Work to complete:
Nothing should be left out: write out the whole listing exactly.

Provided entries:

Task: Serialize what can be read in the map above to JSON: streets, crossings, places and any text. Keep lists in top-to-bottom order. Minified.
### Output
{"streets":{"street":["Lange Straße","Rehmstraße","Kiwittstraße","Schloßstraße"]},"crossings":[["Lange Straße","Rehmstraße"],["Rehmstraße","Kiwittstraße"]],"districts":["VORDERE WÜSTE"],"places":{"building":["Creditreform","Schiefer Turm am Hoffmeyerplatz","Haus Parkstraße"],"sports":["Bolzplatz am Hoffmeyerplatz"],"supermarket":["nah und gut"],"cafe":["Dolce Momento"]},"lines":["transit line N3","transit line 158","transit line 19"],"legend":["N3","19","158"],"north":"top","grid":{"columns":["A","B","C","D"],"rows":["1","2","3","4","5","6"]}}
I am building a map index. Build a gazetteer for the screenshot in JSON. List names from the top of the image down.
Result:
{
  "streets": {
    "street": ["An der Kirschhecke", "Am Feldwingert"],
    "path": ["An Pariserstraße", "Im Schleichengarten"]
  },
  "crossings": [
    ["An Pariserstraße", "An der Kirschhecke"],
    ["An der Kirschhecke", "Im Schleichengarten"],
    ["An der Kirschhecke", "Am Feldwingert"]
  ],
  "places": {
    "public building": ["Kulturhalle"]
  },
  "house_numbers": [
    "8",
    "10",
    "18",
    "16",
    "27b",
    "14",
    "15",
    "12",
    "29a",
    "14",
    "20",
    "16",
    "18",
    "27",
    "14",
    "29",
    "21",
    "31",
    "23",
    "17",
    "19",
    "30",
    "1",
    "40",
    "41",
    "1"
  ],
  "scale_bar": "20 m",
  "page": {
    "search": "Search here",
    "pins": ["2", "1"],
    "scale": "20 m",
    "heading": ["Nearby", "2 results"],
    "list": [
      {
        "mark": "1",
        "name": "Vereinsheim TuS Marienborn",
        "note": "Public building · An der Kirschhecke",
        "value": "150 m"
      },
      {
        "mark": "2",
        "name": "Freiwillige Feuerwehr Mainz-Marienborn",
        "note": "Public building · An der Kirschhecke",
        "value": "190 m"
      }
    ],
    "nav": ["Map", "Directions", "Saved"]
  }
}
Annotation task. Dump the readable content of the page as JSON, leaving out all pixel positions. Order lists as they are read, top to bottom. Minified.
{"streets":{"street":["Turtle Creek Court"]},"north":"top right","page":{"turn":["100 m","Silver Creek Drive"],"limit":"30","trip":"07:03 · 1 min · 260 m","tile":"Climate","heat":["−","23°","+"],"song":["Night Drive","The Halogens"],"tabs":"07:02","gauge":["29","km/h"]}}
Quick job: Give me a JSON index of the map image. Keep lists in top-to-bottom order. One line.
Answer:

Solution to the problem:
Task: Serialize what can be read in the map above to JSON: streets, crossings, places and any text. Keep lists in top-to-bottom order. Minified.
### Output
{"streets":{"street":["Lange Straße","Rehmstraße","Kiwittstraße","Schloßstraße"]},"crossings":[["Lange Straße","Rehmstraße"],["Rehmstraße","Kiwittstraße"]],"districts":["VORDERE WÜSTE"],"places":{"building":["Creditreform","Schiefer Turm am Hoffmeyerplatz","Haus Parkstraße"],"sports":["Bolzplatz am Hoffmeyerplatz"],"supermarket":["nah und gut"],"cafe":["Dolce Momento"]},"lines":["transit line N3","transit line 158","transit line 19"],"legend":["N3","19","158"],"north":"top","grid":{"columns":["A","B","C","D"],"rows":["1","2","3","4","5","6"]}}
I am building a map index. Build a gazetteer for the screenshot in JSON. List names from the top of the image down.
Result:
{
  "streets": {
    "street": ["An der Kirschhecke", "Am Feldwingert"],
    "path": ["An Pariserstraße", "Im Schleichengarten"]
  },
  "crossings": [
    ["An Pariserstraße", "An der Kirschhecke"],
    ["An der Kirschhecke", "Im Schleichengarten"],
    ["An der Kirschhecke", "Am Feldwingert"]
  ],
  "places": {
    "public building": ["Kulturhalle"]
  },
  "house_numbers": [
    "8",
    "10",
    "18",
    "16",
    "27b",
    "14",
    "15",
    "12",
    "29a",
    "14",
    "20",
    "16",
    "18",
    "27",
    "14",
    "29",
    "21",
    "31",
    "23",
    "17",
    "19",
    "30",
    "1",
    "40",
    "41",
    "1"
  ],
  "scale_bar": "20 m",
  "page": {
    "search": "Search here",
    "pins": ["2", "1"],
    "scale": "20 m",
    "heading": ["Nearby", "2 results"],
    "list": [
      {
        "mark": "1",
        "name": "Vereinsheim TuS Marienborn",
        "note": "Public building · An der Kirschhecke",
        "value": "150 m"
      },
      {
        "mark": "2",
        "name": "Freiwillige Feuerwehr Mainz-Marienborn",
        "note": "Public building · An der Kirschhecke",
        "value": "190 m"
      }
    ],
    "nav": ["Map", "Directions", "Saved"]
  }
}
Annotation task. Dump the readable content of the page as JSON, leaving out all pixel positions. Order lists as they are read, top to bottom. Minified.
{"streets":{"street":["Turtle Creek Court"]},"north":"top right","page":{"turn":["100 m","Silver Creek Drive"],"limit":"30","trip":"07:03 · 1 min · 260 m","tile":"Climate","heat":["−","23°","+"],"song":["Night Drive","The Halogens"],"tabs":"07:02","gauge":["29","km/h"]}}
Quick job: Give me a JSON index of the map image. Keep lists in top-to-bottom order. One line.
Answer:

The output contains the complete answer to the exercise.